(Saved entries)
______

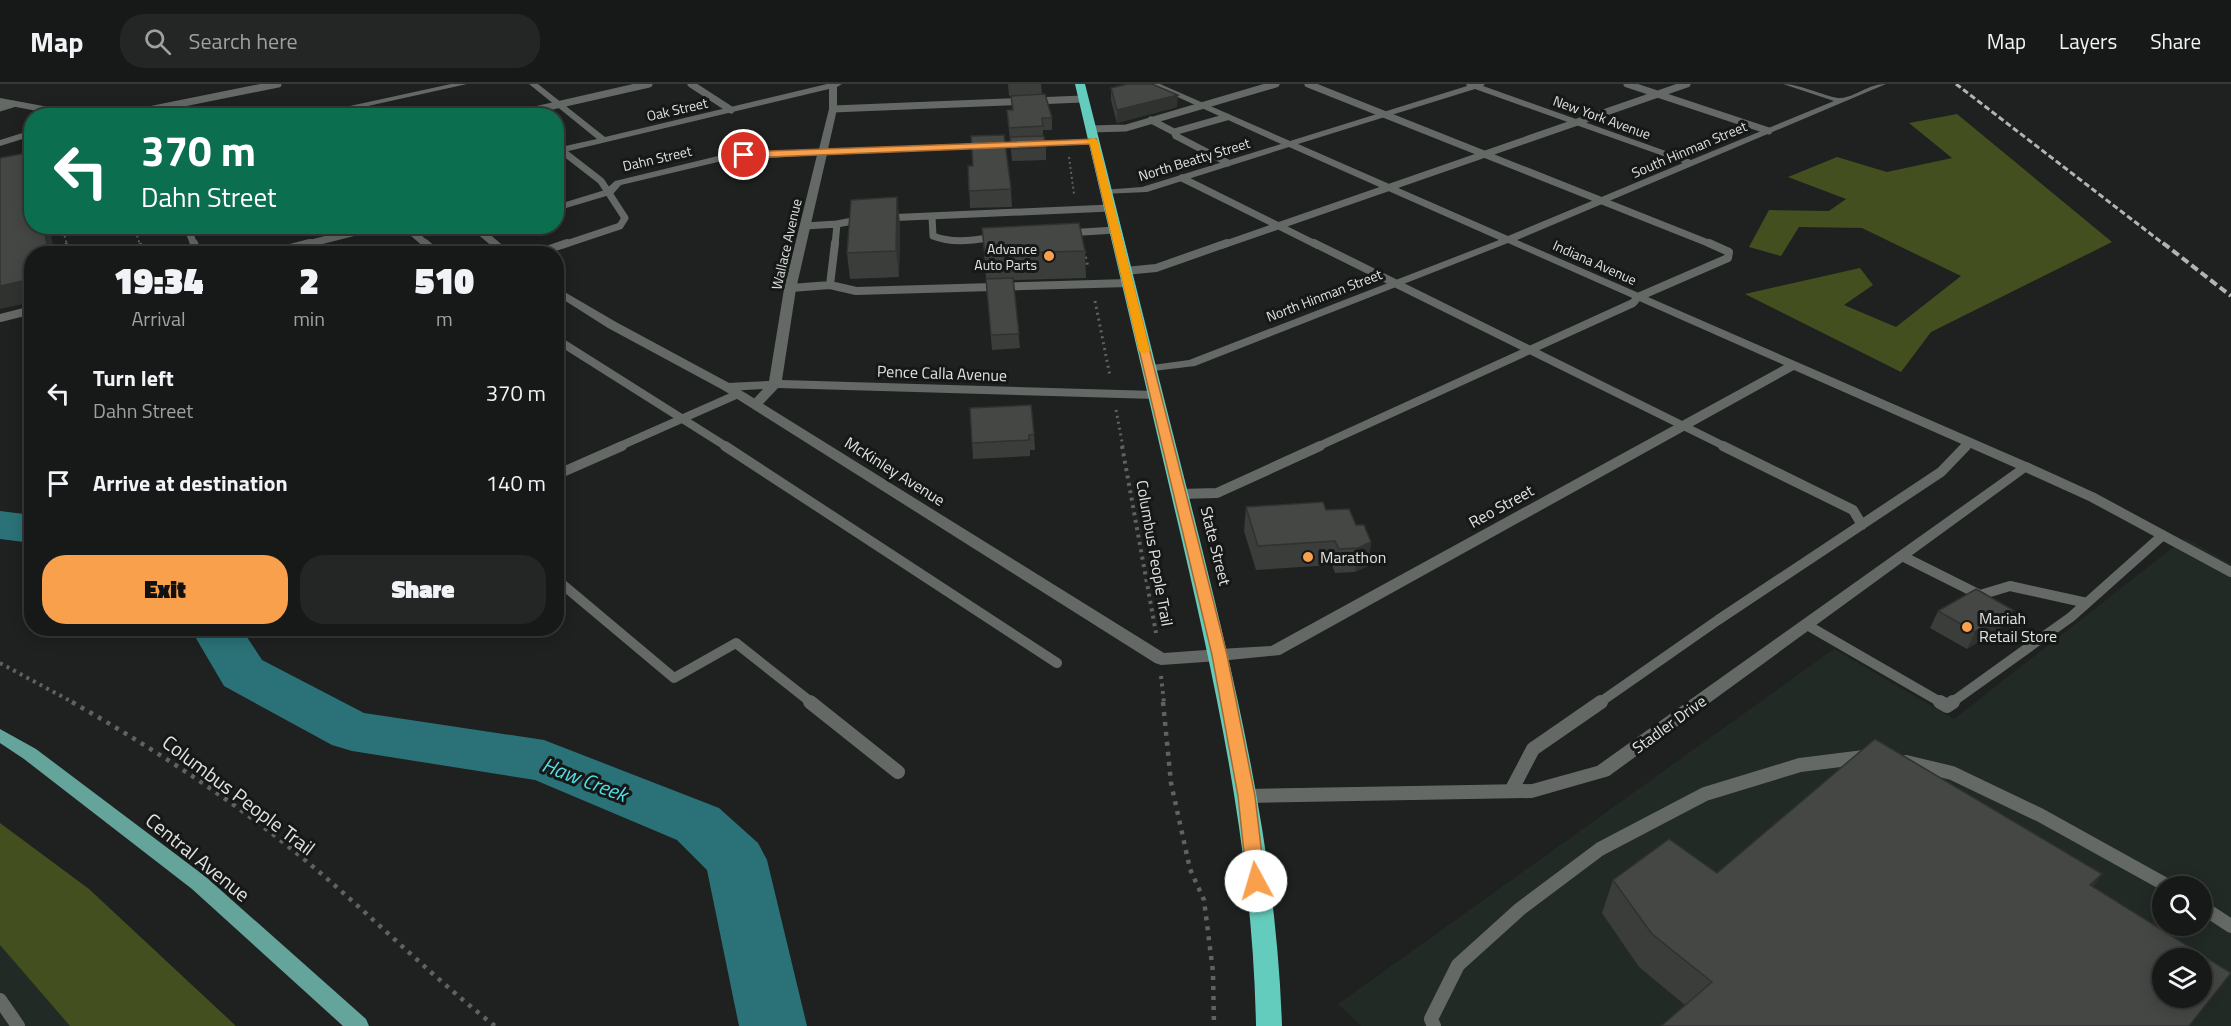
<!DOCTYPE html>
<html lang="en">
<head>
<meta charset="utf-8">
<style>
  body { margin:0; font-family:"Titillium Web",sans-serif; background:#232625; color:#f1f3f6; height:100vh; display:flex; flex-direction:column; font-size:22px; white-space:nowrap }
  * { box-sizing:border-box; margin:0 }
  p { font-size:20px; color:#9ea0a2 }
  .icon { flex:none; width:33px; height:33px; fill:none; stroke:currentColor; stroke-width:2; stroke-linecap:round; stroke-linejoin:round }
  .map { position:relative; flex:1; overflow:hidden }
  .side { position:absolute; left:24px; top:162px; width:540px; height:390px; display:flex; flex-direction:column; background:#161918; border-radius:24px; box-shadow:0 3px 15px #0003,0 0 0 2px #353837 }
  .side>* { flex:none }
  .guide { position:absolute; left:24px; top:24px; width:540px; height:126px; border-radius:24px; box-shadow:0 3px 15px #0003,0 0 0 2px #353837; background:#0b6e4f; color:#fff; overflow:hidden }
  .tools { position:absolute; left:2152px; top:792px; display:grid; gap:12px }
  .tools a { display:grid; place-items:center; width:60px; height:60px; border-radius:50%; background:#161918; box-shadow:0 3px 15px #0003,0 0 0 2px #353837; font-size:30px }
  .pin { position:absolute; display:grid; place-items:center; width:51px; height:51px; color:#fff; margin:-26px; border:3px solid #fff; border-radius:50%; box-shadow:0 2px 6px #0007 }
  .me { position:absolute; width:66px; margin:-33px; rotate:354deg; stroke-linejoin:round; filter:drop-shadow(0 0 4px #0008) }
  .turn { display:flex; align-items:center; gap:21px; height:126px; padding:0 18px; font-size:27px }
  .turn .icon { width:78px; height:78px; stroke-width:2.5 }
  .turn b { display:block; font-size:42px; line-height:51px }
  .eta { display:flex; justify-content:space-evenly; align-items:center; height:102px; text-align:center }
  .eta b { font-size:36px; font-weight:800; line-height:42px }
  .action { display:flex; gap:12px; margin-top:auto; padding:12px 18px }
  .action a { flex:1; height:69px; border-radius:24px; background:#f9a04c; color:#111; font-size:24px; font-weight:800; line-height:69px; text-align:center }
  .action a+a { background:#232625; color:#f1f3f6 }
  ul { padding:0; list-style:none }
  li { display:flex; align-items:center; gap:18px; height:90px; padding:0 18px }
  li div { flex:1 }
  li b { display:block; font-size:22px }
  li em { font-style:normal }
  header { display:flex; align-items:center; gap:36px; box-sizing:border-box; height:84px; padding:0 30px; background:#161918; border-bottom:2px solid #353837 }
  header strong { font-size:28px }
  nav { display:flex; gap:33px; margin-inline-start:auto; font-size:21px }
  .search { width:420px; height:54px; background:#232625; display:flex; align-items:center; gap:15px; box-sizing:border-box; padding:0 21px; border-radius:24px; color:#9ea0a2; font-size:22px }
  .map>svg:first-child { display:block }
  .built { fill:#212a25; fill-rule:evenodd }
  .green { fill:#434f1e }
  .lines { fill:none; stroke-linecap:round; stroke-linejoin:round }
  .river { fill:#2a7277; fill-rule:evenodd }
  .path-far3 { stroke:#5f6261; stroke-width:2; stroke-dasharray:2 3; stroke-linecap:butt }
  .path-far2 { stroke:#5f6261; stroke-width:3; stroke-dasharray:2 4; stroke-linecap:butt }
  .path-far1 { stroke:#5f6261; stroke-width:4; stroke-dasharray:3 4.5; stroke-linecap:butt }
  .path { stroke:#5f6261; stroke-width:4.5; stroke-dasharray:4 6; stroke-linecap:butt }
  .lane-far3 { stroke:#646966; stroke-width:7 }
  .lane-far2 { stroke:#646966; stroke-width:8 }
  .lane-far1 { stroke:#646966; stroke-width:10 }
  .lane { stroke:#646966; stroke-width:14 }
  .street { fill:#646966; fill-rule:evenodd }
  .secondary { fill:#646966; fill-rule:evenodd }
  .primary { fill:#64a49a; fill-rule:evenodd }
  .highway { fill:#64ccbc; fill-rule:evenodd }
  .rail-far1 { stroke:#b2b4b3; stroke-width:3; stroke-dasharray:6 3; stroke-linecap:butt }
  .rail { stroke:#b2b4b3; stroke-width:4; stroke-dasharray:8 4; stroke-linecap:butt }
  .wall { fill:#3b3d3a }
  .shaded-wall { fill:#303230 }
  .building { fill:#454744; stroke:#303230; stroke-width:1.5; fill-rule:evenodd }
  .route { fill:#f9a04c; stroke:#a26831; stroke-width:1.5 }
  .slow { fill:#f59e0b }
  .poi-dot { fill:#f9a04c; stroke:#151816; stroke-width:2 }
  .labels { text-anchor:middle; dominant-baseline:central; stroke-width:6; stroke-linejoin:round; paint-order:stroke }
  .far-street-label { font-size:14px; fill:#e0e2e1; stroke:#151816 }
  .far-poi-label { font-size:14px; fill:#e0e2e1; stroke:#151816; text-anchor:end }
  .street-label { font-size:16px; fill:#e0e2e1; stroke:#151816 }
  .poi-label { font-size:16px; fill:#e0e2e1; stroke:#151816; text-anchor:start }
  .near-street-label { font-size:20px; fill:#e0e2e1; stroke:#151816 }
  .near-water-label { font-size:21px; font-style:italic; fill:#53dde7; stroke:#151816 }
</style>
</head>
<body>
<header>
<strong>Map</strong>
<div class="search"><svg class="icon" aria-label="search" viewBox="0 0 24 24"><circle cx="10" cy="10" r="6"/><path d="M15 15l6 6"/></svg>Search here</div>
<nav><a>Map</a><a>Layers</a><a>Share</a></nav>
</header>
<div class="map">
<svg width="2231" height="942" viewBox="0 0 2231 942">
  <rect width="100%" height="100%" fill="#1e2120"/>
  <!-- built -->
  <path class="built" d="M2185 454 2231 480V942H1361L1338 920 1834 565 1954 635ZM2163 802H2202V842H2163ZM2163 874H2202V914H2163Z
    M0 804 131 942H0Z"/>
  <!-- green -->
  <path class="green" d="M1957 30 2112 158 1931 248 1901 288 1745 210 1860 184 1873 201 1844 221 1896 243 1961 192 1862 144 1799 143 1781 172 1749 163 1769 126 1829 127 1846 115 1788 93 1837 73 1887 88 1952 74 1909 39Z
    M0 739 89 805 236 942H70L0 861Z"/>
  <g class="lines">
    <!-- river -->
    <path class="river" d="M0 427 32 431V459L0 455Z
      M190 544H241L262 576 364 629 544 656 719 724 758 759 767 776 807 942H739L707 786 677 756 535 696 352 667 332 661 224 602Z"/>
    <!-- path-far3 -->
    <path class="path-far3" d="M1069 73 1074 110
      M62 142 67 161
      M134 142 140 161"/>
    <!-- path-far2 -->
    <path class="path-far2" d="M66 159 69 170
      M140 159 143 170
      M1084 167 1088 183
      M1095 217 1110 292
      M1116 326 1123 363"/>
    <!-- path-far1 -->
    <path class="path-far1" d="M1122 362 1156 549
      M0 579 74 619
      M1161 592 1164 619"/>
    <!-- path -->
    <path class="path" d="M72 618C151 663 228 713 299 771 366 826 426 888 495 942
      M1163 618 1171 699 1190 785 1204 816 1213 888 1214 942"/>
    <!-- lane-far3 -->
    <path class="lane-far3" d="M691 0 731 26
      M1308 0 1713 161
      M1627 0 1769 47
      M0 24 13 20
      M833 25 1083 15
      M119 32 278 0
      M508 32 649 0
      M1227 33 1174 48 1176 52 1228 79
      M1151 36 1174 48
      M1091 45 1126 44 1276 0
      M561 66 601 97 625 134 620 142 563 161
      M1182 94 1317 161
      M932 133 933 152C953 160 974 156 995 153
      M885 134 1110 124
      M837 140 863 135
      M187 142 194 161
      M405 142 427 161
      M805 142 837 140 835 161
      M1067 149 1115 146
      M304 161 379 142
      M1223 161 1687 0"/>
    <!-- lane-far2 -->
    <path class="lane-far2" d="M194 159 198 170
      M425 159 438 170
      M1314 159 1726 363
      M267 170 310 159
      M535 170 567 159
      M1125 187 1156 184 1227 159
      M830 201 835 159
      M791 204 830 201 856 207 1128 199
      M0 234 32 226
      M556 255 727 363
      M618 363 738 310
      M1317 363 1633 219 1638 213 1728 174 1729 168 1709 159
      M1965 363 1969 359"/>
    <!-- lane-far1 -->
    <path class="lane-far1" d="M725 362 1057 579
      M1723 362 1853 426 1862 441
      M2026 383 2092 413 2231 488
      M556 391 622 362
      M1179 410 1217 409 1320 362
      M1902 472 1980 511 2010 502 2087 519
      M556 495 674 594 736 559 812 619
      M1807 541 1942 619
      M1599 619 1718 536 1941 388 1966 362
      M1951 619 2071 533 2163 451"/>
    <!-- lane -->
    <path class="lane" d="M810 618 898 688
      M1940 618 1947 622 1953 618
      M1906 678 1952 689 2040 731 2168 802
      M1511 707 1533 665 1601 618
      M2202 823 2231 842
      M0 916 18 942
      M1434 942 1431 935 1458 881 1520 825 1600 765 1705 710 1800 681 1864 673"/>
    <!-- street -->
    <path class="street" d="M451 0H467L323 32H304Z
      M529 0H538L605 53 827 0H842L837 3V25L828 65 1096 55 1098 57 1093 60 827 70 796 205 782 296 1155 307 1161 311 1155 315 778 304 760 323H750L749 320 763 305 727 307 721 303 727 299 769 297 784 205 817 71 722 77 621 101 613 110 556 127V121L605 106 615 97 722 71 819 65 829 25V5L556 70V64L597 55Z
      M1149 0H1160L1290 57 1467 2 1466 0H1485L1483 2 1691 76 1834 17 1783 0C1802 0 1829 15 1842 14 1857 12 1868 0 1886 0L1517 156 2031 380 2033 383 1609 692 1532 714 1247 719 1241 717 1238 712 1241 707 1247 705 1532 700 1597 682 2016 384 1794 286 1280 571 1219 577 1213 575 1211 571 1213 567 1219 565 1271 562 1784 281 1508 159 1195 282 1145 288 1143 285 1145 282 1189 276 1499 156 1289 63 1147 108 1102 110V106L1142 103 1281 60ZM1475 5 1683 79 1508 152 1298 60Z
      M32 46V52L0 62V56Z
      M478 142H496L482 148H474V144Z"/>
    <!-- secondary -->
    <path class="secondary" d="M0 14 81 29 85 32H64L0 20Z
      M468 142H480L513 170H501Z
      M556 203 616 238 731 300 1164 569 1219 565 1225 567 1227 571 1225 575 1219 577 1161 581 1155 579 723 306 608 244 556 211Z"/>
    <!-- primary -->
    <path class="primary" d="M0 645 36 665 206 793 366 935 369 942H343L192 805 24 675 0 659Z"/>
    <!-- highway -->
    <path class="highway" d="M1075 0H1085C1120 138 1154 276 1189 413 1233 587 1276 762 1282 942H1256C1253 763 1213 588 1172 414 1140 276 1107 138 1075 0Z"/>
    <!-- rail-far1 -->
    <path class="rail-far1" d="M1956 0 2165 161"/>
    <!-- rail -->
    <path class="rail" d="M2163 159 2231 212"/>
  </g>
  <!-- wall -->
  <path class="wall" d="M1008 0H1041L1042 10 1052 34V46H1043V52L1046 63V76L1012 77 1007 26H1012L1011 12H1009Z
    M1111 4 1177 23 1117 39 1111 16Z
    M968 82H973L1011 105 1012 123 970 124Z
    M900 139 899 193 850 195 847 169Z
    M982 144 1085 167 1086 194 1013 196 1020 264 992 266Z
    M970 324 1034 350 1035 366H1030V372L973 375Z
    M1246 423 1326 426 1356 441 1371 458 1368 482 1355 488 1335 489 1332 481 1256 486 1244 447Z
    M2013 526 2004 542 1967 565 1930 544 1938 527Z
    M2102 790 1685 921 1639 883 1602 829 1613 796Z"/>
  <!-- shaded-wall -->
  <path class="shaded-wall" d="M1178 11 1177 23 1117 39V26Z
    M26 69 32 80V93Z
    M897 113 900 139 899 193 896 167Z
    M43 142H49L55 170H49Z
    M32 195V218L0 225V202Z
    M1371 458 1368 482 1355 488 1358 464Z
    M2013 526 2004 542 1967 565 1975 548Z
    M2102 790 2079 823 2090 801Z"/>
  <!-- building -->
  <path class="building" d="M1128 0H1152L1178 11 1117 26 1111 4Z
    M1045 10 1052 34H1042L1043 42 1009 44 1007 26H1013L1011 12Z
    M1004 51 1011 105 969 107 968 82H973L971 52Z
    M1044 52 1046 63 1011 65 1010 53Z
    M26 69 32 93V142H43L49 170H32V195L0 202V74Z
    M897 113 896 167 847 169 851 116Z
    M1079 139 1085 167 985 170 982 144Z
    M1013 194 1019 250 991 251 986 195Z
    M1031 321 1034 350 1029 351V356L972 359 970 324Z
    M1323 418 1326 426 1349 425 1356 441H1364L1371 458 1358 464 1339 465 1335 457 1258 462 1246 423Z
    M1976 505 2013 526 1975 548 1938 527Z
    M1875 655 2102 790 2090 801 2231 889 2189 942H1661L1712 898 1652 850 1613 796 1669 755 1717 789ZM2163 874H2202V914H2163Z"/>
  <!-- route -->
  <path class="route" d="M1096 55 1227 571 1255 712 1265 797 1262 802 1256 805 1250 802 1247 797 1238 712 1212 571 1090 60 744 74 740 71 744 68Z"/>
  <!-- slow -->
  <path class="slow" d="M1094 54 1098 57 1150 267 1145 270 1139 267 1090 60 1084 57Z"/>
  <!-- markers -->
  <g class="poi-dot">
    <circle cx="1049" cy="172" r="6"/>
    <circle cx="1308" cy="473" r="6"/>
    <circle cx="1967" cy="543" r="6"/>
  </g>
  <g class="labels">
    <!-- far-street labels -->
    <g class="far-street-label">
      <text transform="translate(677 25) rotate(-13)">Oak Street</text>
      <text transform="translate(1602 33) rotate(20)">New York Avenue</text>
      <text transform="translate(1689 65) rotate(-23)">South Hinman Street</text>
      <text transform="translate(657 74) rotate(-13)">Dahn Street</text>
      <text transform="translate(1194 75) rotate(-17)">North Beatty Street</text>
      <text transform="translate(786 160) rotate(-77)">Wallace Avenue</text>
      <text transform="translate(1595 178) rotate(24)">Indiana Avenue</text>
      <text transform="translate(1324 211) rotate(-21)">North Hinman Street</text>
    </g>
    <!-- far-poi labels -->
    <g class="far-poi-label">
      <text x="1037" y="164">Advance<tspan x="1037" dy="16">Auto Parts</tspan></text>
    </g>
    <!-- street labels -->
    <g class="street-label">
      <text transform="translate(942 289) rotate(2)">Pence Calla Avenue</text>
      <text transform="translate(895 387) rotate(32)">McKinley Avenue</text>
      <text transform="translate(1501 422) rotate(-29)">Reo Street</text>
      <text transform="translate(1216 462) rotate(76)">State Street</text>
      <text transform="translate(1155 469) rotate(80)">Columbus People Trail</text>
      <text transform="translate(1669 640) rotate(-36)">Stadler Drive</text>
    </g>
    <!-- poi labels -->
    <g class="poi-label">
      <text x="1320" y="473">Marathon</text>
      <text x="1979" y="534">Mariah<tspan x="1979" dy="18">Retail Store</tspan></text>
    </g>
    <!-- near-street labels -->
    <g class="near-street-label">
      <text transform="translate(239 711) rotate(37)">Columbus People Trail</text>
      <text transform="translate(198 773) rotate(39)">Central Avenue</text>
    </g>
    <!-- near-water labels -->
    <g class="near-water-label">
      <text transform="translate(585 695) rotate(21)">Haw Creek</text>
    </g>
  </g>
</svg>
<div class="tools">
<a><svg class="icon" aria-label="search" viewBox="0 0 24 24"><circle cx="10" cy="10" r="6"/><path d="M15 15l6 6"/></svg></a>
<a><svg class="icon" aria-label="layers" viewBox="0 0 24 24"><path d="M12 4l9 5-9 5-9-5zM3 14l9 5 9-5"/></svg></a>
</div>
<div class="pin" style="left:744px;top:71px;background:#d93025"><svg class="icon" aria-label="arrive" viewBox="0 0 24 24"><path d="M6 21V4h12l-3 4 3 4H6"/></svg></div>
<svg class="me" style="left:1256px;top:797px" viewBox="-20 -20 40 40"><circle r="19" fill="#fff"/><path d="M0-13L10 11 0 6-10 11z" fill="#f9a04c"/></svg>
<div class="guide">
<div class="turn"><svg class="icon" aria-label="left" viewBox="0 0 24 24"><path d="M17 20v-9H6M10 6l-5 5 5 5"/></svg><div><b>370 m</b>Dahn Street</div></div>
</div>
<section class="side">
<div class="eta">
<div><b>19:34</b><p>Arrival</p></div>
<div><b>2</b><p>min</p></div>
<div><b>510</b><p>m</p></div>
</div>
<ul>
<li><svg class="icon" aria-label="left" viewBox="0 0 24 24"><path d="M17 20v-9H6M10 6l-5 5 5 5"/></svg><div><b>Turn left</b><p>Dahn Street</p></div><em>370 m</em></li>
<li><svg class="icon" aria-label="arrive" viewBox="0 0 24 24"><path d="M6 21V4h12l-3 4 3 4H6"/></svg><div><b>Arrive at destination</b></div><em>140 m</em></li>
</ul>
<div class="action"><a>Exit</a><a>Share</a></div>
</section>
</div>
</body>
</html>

______

**Task prompt**
Go through the records and work out how many lines contain the string "position". The answer should be that number alone.

**Exercise result**
6